**** Material for the task ****

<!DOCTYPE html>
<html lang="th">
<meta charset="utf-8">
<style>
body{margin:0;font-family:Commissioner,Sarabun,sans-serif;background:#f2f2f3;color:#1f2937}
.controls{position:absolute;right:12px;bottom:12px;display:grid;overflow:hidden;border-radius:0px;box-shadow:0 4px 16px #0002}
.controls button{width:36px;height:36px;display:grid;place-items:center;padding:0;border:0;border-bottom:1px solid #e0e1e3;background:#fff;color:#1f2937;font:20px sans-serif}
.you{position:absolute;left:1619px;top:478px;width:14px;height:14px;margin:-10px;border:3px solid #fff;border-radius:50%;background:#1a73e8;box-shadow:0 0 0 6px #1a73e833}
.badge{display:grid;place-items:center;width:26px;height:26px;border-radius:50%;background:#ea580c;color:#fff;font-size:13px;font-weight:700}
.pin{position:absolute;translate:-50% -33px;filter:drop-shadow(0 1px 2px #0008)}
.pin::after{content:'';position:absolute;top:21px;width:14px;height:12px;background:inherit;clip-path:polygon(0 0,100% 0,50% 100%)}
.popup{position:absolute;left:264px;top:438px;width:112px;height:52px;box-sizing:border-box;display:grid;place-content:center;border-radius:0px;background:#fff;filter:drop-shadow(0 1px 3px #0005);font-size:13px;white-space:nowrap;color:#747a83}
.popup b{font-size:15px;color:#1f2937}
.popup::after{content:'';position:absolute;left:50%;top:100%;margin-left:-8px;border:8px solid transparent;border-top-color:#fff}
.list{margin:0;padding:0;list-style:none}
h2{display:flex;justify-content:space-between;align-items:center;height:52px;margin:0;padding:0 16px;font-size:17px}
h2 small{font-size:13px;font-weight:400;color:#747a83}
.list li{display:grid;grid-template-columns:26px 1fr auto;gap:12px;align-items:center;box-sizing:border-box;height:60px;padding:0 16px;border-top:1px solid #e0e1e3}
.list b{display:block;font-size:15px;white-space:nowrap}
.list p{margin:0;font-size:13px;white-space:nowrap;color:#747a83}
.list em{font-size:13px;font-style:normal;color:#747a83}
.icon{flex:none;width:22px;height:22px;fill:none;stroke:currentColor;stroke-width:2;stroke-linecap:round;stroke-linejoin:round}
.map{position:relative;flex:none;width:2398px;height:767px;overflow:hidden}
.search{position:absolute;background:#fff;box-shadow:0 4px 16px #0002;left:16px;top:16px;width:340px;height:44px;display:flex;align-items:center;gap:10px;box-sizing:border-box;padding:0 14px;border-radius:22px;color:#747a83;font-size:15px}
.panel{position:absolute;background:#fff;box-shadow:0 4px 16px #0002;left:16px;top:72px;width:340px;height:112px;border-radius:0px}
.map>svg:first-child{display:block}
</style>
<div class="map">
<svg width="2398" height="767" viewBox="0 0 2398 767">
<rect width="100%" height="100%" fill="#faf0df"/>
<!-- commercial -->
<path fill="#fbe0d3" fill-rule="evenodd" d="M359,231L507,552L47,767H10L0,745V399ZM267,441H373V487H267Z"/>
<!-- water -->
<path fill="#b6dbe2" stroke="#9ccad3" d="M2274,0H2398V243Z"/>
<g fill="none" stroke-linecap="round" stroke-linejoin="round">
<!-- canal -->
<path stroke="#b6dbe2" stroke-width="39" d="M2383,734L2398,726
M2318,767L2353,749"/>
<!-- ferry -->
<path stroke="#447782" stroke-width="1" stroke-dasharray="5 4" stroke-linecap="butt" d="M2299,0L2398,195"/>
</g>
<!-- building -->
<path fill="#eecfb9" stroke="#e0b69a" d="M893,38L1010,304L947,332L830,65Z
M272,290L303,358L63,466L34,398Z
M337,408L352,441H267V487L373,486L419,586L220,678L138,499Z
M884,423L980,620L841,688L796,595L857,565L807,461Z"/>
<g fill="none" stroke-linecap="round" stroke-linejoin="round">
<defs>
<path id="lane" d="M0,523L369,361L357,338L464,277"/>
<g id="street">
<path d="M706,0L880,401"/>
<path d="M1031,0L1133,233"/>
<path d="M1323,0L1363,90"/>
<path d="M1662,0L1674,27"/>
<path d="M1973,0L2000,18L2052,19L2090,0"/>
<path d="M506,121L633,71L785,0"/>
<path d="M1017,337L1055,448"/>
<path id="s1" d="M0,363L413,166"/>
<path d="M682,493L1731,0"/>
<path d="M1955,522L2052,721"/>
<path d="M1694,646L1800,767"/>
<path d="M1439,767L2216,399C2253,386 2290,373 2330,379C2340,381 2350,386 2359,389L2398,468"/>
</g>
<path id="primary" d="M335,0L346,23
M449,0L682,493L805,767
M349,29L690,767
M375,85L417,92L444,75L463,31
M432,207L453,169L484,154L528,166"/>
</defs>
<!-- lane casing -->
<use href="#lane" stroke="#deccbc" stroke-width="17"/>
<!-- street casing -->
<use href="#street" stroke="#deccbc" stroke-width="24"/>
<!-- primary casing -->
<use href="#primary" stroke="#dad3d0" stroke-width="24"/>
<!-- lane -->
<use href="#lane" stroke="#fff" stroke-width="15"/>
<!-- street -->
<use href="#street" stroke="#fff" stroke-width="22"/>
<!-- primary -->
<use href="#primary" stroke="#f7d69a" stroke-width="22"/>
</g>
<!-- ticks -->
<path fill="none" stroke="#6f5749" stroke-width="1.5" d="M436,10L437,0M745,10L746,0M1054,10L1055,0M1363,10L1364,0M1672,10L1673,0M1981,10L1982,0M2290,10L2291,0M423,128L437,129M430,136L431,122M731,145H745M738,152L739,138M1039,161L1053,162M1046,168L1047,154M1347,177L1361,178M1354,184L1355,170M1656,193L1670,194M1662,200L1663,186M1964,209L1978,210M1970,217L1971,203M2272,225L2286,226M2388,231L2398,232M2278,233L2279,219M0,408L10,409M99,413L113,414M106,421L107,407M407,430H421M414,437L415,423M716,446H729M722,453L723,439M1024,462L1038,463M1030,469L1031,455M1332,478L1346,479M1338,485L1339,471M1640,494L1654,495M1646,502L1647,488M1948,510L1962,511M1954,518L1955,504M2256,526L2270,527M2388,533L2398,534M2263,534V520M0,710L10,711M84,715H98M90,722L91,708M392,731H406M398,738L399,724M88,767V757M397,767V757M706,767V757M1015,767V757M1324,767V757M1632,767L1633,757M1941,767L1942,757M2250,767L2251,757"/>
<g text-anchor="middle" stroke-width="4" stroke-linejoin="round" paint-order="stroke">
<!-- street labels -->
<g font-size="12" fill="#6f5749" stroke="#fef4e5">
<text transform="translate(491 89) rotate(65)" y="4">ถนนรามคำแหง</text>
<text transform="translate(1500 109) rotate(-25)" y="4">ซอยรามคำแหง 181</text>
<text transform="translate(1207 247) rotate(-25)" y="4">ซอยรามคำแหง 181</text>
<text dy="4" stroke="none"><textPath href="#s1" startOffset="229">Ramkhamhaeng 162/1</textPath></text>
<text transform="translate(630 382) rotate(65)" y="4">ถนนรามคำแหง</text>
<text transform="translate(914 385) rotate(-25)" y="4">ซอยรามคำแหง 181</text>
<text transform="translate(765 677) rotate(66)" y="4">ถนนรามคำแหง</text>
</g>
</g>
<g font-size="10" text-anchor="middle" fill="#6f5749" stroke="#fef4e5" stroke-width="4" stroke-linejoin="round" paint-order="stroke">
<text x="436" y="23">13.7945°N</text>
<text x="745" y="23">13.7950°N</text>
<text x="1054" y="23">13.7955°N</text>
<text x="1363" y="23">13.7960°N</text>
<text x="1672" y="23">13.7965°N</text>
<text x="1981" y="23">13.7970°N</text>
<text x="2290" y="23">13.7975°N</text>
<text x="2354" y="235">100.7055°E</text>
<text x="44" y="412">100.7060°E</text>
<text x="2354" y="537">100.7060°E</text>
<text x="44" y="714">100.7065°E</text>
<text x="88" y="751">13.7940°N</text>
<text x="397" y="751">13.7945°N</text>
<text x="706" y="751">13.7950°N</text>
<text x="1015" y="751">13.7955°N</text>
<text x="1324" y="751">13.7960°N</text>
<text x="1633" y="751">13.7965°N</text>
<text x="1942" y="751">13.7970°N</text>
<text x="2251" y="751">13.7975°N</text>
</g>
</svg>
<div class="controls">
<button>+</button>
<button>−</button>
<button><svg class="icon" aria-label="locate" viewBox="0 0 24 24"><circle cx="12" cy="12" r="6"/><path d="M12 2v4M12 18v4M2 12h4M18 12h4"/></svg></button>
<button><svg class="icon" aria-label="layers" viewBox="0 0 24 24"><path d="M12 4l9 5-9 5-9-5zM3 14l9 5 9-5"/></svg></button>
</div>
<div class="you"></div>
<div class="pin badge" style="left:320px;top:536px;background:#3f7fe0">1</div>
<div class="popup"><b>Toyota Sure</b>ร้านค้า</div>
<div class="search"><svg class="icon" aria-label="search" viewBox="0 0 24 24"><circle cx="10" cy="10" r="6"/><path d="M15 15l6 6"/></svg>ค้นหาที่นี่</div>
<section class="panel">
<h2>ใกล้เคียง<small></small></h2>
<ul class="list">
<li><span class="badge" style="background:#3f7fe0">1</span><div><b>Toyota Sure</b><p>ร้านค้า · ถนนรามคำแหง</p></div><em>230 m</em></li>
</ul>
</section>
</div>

****

> **Directions for this task**: Each line of the data above containing the string "bottom" is to be copied.

> **Solution**:
.controls{position:absolute;right:12px;bottom:12px;display:grid;overflow:hidden;border-radius:0px;box-shadow:0 4px 16px #0002}
.controls button{width:36px;height:36px;display:grid;place-items:center;padding:0;border:0;border-bottom:1px solid #e0e1e3;background:#fff;color:#1f2937;font:20px sans-serif}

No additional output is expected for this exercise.